=== LISTED RECORDS ===

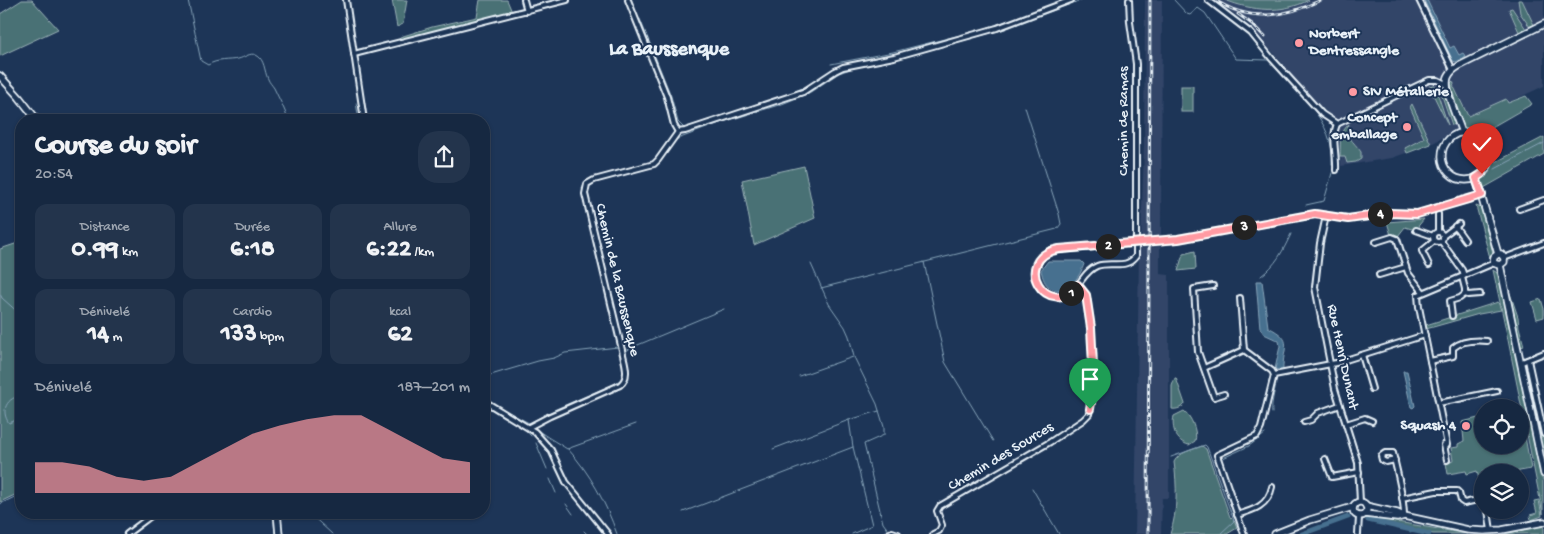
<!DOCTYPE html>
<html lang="fr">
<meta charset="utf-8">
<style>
:root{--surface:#162841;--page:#23344c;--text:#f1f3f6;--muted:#9ea6b1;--line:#35445a;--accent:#ff9aa2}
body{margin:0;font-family:"Gochi Hand",sans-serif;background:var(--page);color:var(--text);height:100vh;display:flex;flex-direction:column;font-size:19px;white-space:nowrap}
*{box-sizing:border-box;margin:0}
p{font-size:16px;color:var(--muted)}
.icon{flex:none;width:28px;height:28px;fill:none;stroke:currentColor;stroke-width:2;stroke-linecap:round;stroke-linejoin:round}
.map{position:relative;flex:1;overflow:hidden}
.drawer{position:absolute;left:15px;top:114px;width:475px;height:405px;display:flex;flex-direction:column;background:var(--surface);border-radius:20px;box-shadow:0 1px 4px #0004,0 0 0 1px var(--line)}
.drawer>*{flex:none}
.fabs{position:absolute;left:1474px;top:399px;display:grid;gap:10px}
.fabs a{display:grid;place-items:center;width:55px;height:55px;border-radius:50%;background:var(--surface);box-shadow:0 1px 4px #0004,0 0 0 1px var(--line);font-size:25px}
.pin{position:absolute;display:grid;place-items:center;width:42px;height:42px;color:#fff;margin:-51px -21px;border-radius:50% 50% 50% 0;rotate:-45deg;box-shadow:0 0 5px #0007}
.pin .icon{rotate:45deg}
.km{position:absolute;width:25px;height:25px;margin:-12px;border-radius:50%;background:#222;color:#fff;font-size:14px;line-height:25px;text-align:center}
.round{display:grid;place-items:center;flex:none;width:52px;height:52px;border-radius:20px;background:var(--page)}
.summary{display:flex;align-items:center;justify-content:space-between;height:85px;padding:0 20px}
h1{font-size:28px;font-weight:700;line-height:38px}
.figures{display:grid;grid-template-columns:repeat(3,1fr);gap:8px;height:85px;padding:5px 20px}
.figures div{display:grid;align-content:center;border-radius:12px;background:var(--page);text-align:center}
.figures b{font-size:25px;font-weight:700}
.figures small{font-size:14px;font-weight:400}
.figures p{font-size:14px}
.chart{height:140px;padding:10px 20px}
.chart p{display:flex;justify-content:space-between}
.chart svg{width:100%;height:90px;margin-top:5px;fill:var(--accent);opacity:.7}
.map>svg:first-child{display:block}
.built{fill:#304468}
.green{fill:#4a7174;stroke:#99b1b6}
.water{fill:#47708f;stroke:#87a4b9}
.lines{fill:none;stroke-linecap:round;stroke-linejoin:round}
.stream{stroke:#87a4b9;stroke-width:1}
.canal{stroke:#47708f;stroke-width:5}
.street-casing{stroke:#e8f1f8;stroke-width:8}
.secondary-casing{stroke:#e8f1f8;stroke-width:9}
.street{stroke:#1d3557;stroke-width:4}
.secondary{stroke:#1d3557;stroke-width:5.5}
.rail-casing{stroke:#e8f1f8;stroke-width:3}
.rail{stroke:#1d3557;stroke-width:1;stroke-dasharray:4;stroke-linecap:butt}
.street-bridge-casing{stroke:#e8f1f8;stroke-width:8;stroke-linecap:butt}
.street-bridge{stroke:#1d3557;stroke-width:4}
.route-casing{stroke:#fff;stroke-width:10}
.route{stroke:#ff9aa2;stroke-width:6}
.poi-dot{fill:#ff9aa2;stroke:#1d3557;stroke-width:2}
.labels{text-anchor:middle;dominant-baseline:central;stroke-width:4;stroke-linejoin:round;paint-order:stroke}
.poi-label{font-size:15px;font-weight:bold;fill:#e8f1f8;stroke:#1d3557;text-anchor:start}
.street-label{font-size:15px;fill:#e8f1f8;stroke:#1d3557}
.district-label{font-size:20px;font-weight:bold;fill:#e8f1f8;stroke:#1d3557}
</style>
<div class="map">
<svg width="1544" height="534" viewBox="0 0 1544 534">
<rect width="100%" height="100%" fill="#1d3557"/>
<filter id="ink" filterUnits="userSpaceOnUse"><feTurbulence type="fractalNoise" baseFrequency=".02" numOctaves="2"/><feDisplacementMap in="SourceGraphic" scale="10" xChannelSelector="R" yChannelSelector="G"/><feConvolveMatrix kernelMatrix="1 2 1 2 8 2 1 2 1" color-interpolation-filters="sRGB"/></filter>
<g filter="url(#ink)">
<g class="built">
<polygon points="1145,0 1162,0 1161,237 1141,240 1144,146"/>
<polygon points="1213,0 1544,0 1544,86 1460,125 1452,133 1431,144 1392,158 1341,166 1339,137 1327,112 1308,94 1247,22"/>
<polygon points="1160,246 1160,274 1169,275 1169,498 1162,498 1161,534 1135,534 1139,248"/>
</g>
<g class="green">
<polygon points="22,0 32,0 58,29 0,56 0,14"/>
<polygon points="392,0 407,0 403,24 397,27"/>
<polygon points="480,0 507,0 512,12 401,39 400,37 432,27 477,17"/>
<path d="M1225,0h84c-27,14 -57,11 -84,0z"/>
<polygon points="1518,0 1522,0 1534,25 1530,27 1520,13"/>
<polygon points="1512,8 1526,29 1519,32 1509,9"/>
<polygon points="1453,81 1454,84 1453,85 1468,116 1506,99 1508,103 1526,96 1532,104 1485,131 1468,138 1456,105 1451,83"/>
<polygon points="1434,85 1441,88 1443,93 1438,95 1448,125 1429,86"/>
<rect x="1181" y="86" width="12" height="26"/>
<polygon points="1446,95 1456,124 1452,125 1442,96"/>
<polygon points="1412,104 1431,144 1407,153 1405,148 1424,138 1410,107"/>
<path d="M1349,124c-4,14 4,16 12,28v7l-5,3 -9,1 -2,-6h-5c1,-15 -2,-22 9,-33z"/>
<polygon points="1544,137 1544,154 1482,189 1481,178 1490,171 1492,164"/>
<polygon points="804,166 815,218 754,245 742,180"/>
<polygon points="1476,206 1481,208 1493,253 1490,258"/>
<polygon points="1424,219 1415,230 1405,227 1398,236 1391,235 1387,222"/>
<polygon points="21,242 21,492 0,502 0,249"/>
<polygon points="1195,251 1196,269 1178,271 1183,254"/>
<polygon points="1493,270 1497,273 1500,279 1541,477 1543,480 1543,514 1506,330"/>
<polygon points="1509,290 1518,317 1519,327 1524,346 1521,347"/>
<polygon points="1541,299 1544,309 1544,317 1537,319 1532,302"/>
<polygon points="1498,302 1501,310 1479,314 1426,329 1426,325"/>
<polygon points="1526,365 1544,443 1544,462 1526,371"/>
<path d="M1175,378h1l9,26c-2,3 -8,6 -13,5v-23z"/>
<polygon points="1520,410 1531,469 1514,472 1482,472 1482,478 1479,479 1477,471 1467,474 1466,471 1448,474 1446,463 1453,461 1451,448 1458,447 1458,444 1464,441 1462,422 1482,417 1482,445 1520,445"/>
<path d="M1184,411c7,5 14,21 11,30l-6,4c-13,-3 -18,-17 -15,-29z"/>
<path d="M1202,446l4,3 24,68 5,5 2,6 -10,6h-57c8,-22 7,-50 4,-72 5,-10 18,-12 28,-16z"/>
<polygon points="1539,500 1542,516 1531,520 1530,515 1537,513 1534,501"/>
<polygon points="1369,516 1380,519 1467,534 1433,534 1366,519"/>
<polygon points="1541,526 1544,527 1544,534 1505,534"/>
</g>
<g class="water">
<polygon points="1424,0 1427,0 1450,48 1454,46 1459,55 1463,53 1466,57 1456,62 1453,61"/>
<path d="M1048,261h33l3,3c-8,26 -37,40 -43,6z"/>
<path d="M1256,281h6l6,46c28,14 14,19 15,44l-8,-2 5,-23 -1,-5 -15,-7 -4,-6z"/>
<polygon points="1403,371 1407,371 1415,406 1413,408 1411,407"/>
</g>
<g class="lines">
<g class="stream">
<path d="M188,0l13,61 7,4c9,-6 20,-4 30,-6 6,-1 12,-7 18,-4 9,4 8,16 12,24 1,3 4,6 6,9 5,11 11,21 14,32"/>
<path d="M1174,0l13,14 3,1 8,-7 7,5 31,46 32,1c26,28 69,62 64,105"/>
<polyline points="640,19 671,96 678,122 684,128 780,97 810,85"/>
<polyline points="974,32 1004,22"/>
<polyline points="831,64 893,52 960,35"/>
<polyline points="0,71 11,82 41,120"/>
<polyline points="11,92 33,120"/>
<polyline points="356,103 359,120"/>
<polyline points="675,140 720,123 782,104 809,93 839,73 853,68 894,60 1005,29 1081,0"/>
<polyline points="658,162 671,145"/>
<polyline points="1495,169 1544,143"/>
<polyline points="582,188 586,206"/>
<polyline points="588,195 589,187 594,183 648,167"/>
<polyline points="1306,205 1324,201 1332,173"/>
<polyline points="924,262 945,362 993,441"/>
<polyline points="811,264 829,304 845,327 849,336 854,357 877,404 884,427 884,435 864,444 883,523 889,531"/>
<path d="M1261,276c15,-11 22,-25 30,-42"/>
<polyline points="821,288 1057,229 1061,224 1059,214 1025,107"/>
<polyline points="0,294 2,298 21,315"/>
<polyline points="616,331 624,371"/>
<polyline points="627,362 626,351 633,347 724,309"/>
<polyline points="799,376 853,357"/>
<polyline points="484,377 538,361 554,358 565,353 618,347"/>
<polyline points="621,386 629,380 628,369"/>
<path d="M21,396c-14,1 -21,15 -12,27l12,-5"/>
<polyline points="491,403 529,423 556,409 614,384 623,378"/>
<polyline points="484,404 511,420"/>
<path d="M1272,413c-1,-9 2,-20 4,-29"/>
<polyline points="849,420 853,447 872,525 852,534"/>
<path d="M538,424l-3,3c4,6 25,17 32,22l69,-25"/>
<polyline points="523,427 531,436"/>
<polyline points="536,443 547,469"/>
<path d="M568,449c22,24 38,54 49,85"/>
<polyline points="773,449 849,420 879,411"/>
<polyline points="1171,457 1205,445 1207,447 1234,521 1220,534"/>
<polyline points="1223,458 1249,446 1265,434"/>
<polyline points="550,479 556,493"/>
<polyline points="1032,488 1059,534"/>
<polyline points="0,504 21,494"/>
<polyline points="566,504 573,514"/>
<polyline points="273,512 275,534"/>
<polyline points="280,512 283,534"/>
<polyline points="308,512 332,534"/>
<polyline points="683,512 853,447"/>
<polyline points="143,524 159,512"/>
<polyline points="584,531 587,534"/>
<polyline points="123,534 151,512"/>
</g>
<g class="canal">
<polyline points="1368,520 1429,534"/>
<polyline points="1302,534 1348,517"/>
</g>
<g class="street-casing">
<g id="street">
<polyline points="346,0 364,120"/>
<polyline points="524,0 527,11"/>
<polyline points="628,0 667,97 674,125 678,132"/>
<polyline points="1208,0 1251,33 1272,59 1322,114 1337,124"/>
<polyline points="1419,0 1453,70"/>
<polyline points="354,54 567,0"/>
<polyline points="1337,124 1429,80 1438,80 1446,84"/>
<path d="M1336,170c1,-15 -5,-33 1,-46"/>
<polyline points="1519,209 1544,200"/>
<polyline points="1438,214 1438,232"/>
<polyline points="1326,216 1320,243 1315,287 1335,389 1358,463 1360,502"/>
<polyline points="1455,226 1465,240"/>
<polyline points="1416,230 1433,236"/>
<circle cx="1438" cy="237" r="5"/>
<polyline points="1443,236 1459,224"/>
<polyline points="1178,239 1315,214 1348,219 1390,213 1417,214 1482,195"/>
<polyline points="1441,241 1462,270 1464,276"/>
<polyline points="1376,242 1392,237 1397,239 1408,273 1423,292"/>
<path d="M1127,244l-77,7c-23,12 -18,46 9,45 19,0 22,-24 38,-30 14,-5 29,4 39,-10v-192l-6,-42 -1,-22"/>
<polyline points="1504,258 1544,243"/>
<polyline points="1429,265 1422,251 1434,241"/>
<polyline points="1379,275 1406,267"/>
<polyline points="1462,277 1465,289 1465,294"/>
<polyline points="1213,286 1194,289 1198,352 1214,397 1224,394"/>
<polyline points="1240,298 1244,350"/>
<polyline points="1452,316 1450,301 1460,298 1465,294 1468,295 1480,294"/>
<polyline points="1362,355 1372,389"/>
<polyline points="1528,360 1544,434"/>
<path d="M1430,361l23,-5v-8c9,-8 23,-8 34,-7"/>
<polyline points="1522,362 1544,353"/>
<polyline points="1204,368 1244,350 1272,371 1274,375"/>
<polyline points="484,401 535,432 551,450 566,482 608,534"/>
<polyline points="1439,403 1497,391"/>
<polyline points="1304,422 1311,420 1318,413 1340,405"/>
<polyline points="1346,424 1365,418 1372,421"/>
<path d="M529,427l21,-11 70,-31c11,-9 4,-23 2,-35l-37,-156 2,-10 7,-4 60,-16 4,-4 20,-28 7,-1 118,-39 32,-21 8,-4 51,-10 103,-29 74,-28"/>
<polyline points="1325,459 1332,477 1359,472"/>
<path d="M1395,460l-9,2 -4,-2 -1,-4 4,-3h8c4,20 11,42 11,63"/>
<polyline points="1447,460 1444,445 1447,445 1419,307 1418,295 1494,263"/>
<polyline points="1402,498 1436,491 1457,491 1459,493 1461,501 1464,503 1482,499"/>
<polyline points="1488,510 1491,531"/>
<path d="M1237,515c17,-5 31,-9 35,-28"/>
<polyline points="127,534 156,512"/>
<polyline points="888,534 892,532 898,534"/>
<polyline points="933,534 939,531 942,525 937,511 940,506 1050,442 1083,420 1089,414 1094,383 1091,328 1086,295 1078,285"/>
<polyline points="1244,534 1217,455 1257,436 1261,428 1274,375 1336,363 1425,335"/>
<polyline points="1358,534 1359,517"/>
</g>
</g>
<g class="secondary-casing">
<g id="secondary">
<polyline points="0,76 19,97 37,120"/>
<circle cx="1466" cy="156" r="24"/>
<path d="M1462,133c-4,-13 -19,-44 -14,-56 2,-5 6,-8 11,-11l85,-42"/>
<polyline points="1476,178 1498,254"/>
<polyline points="1498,254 1494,257 1493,262 1496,264 1500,265"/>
<polyline points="1498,254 1501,254 1504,258 1504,262 1500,265"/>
<polyline points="1500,265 1544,474"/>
<circle cx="1360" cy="509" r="7"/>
<polyline points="1366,506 1397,513 1404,516 1468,530 1484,531 1502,530 1544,522"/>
<polyline points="277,512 279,534"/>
<polyline points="1365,514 1397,518 1404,516"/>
<polyline points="1275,534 1310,520 1353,507"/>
</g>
</g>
<use href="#street" class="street"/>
<use href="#secondary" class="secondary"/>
<g class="rail-casing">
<g id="rail">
<path d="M1215,0c35,23 71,17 106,0"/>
<polyline points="1238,14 1252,24 1265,37"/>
<polyline points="1148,534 1150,0"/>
</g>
</g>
<use href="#rail" class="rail"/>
<g class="street-bridge-casing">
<polyline id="street-bridge" points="1127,244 1178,239"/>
</g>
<use href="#street-bridge" class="street-bridge"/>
</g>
</g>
<g class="lines" filter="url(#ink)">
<g class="route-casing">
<path id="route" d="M1090,409l4,-26 -3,-55 -5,-33 -8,-10c-29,37 -70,-26 -19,-36l119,-10 137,-25 33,5 42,-6 27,1 65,-19 -6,-17 6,-4"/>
</g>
<use href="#route" class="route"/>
</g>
<g class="poi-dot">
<circle cx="1299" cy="43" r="5"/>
<circle cx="1353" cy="92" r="5"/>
<circle cx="1407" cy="127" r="5"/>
<circle cx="1466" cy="426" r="5"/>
</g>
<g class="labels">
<g class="poi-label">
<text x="1309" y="34">Norbert<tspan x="1309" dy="17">Dentressangle</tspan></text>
<text x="1363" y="92">SIV Métallerie</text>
<text x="1397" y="118" text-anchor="end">Concept<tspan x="1397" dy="17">emballage</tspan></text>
<text x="1456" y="426" text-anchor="end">Squash 4</text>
</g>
<g class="street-label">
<text transform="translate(1124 121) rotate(-90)">Chemin de Ramas</text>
<text transform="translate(617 280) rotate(77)">Chemin de la Baussenque</text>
<text transform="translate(1342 357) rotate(78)">Rue Henri Dunant</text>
<text transform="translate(1001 457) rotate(-31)">Chemin des Sources</text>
</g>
<g class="district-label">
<text x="669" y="50">La Baussenque</text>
</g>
</g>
</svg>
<div class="fabs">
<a><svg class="icon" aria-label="locate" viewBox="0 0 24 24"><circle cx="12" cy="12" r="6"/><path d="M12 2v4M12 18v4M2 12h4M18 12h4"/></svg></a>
<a><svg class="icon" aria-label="layers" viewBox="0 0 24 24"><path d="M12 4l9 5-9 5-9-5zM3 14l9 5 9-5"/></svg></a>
</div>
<div class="pin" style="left:1090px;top:409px;background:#1e9e55"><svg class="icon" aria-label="arrive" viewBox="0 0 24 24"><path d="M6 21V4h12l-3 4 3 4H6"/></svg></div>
<div class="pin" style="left:1482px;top:174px;background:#d93025"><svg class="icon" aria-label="check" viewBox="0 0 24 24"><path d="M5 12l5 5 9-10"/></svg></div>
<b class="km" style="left:1071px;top:293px">1</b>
<b class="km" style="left:1108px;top:246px">2</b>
<b class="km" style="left:1244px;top:227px">3</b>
<b class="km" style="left:1380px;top:214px">4</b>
<section class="drawer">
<div class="summary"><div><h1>Course du soir</h1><p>20:54</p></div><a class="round"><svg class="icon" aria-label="share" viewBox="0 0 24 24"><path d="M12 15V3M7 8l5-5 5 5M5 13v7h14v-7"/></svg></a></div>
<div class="figures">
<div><p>Distance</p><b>0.99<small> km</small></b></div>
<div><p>Durée</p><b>6:18</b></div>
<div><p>Allure</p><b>6:22<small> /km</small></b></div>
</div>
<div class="figures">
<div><p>Dénivelé</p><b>14<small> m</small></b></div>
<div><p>Cardio</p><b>133<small> bpm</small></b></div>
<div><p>kcal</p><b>62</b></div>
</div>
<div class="chart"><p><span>Dénivelé</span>187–201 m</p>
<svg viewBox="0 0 160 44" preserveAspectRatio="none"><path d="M0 44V29L10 29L20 31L30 36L40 38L50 36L60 29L70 22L80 15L90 11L100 8L110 6L120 6L130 13L140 20L150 27L160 29V44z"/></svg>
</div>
</section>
</div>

===

WHAT NEEDS TO BE DONE. Check each line of the listing above for the string "butt". Report only how many have it.

RESULT OF THIS TASK. 2